Speaking at a press conference with Grace Nathan and others, Kuala Lumpur, 2016

I also see now that a cognitive/intellectual understanding or acceptance of a permanent loss has to be matched by an emotional settlement with the grief, the distress, despair, loneliness and even helplessness. This is where inner work is critical and the courage to plumb the depths of what seems like a bottomless well of desolation when (not if) needed.

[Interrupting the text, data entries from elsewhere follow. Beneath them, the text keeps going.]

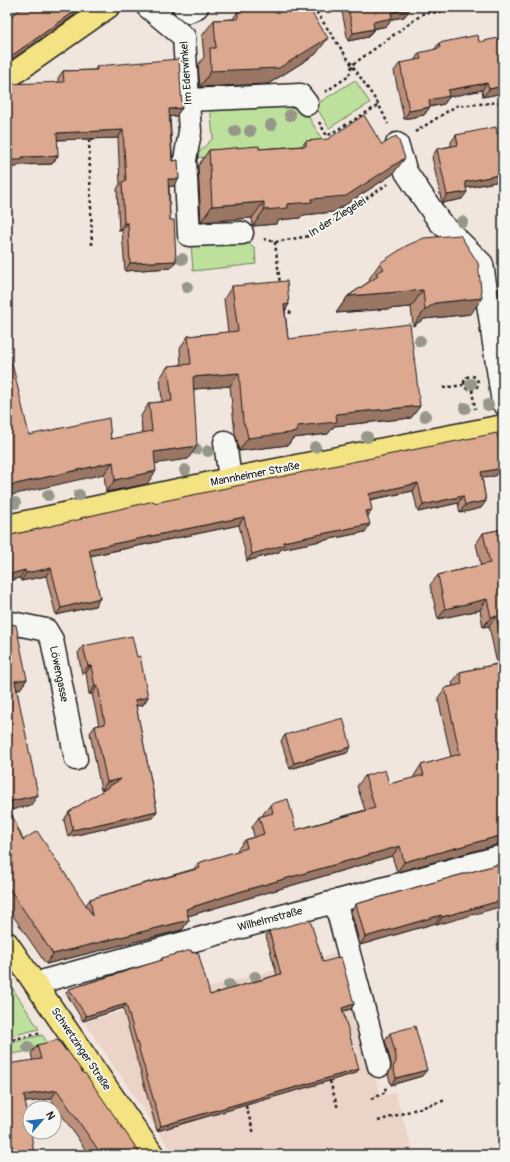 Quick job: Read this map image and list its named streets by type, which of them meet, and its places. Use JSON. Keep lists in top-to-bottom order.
{
  "streets": {
    "main road": ["Mannheimer Straße", "Schwetzinger Straße"],
    "street": ["Im Ederwinkel", "Löwengasse", "Wilhelmstraße"],
    "path": ["In der Ziegelei"]
  },
  "crossings": [
    ["Im Ederwinkel", "In der Ziegelei"],
    ["Wilhelmstraße", "Schwetzinger Straße"]
  ],
  "north": "top right"
} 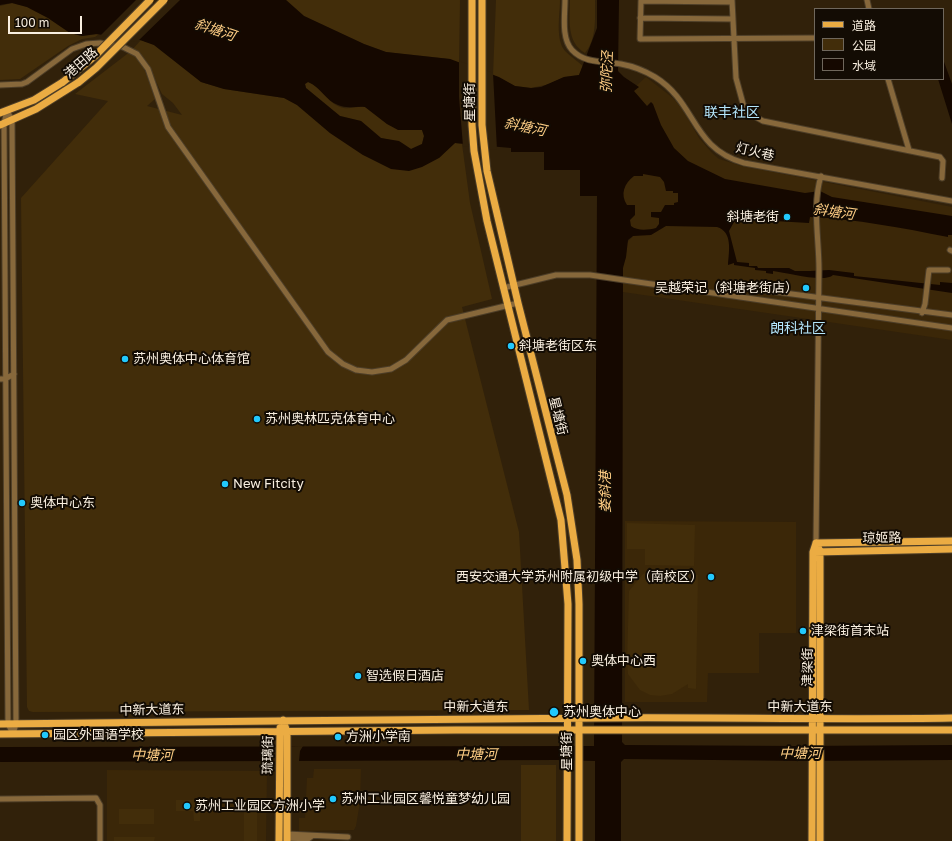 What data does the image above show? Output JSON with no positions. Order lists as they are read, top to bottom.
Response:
{
  "streets": {
    "main road": [
      "港田路",
      "星塘街",
      "琼姬路",
      "津梁街",
      "中新大道东",
      "琉璃街"
    ],
    "street": ["灯火巷"]
  },
  "crossings": [
    ["星塘街", "中新大道东"],
    ["灯火巷", "津梁街"],
    ["琼姬路", "津梁街"],
    ["津梁街", "中新大道东"],
    ["中新大道东", "琉璃街"]
  ],
  "districts": ["联丰社区", "朗科社区"],
  "water": [
    "斜塘河",
    "弥陀泾",
    "娄斜港",
    "中塘河"
  ],
  "places": [
    "斜塘老街",
    "吴越荣记（斜塘老街店）",
    "斜塘老街区东",
    "苏州奥体中心体育馆",
    "苏州奥林匹克体育中心",
    "New Fitcity",
    "奥体中心东",
    "西安交通大学苏州附属初级中学（南校区）",
    "津梁街首末站",
    "奥体中心西",
    "智选假日酒店",
    "苏州奥体中心",
    "园区外国语学校",
    "方洲小学南",
    "苏州工业园区馨悦童梦幼儿园",
    "苏州工业园区方洲小学"
  ],
  "legend": ["道路", "公园", "水域"],
  "scale_bar": "100 m"
} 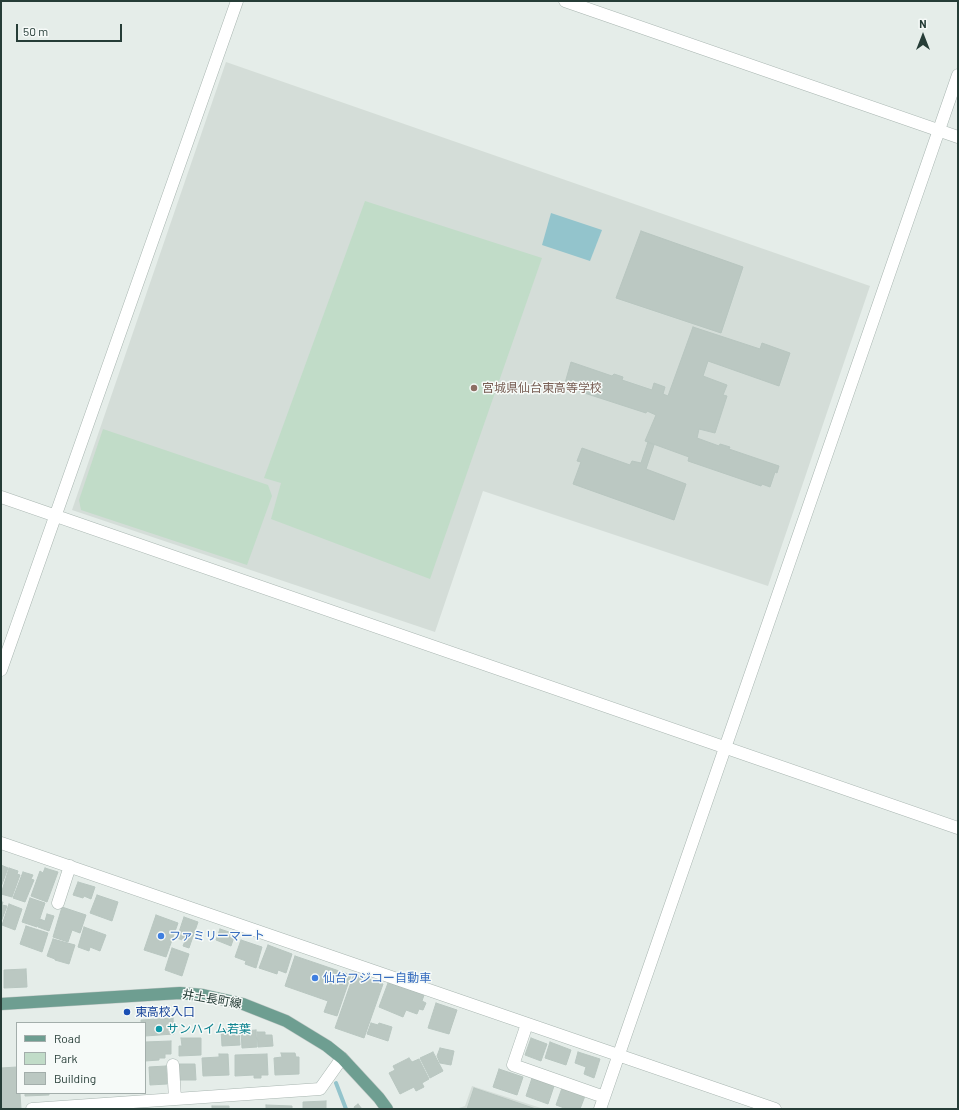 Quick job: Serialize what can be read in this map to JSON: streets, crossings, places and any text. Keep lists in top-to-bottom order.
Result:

I found it useful to not pay heed to overt and subtle calls to ‘snap out of it’ and ‘move on’, not surrendering myself to a timeline from anyone. I was in the middle of a momentous struggle to align my head and heart, and a desperate attempt to infuse fresh meaning into existence and no exhortation from the outside to hasten could have any effect.

What had to give?

I reached a point where I had to make peace with the prospect of ‘not knowing’ forever and refocusing my priorities from the search and investigation to other things. There were three elements to this: First, I had to reconcile with the knowledge that our science and technology may not yet be advanced enough to locate / retrieve the missing plane. Second, given my suspicions about wrong-doing and cover-ups from very early on, I had to give up my expectations that accountability will be fixed, and justice will be done. This was tough. Third, and most important, I had to assure myself that I had done all that I could in pursuing the truth with the means I could command, and the opportunities presented. I realised that this is a judgment that I alone can and should make. Guilt is an unforgiving squatter, a heavy burden that I could ill-afford to allow space for and carry along. It took me the longest time to come to a determination that it is time now for me to let go of my obsession with finding answers.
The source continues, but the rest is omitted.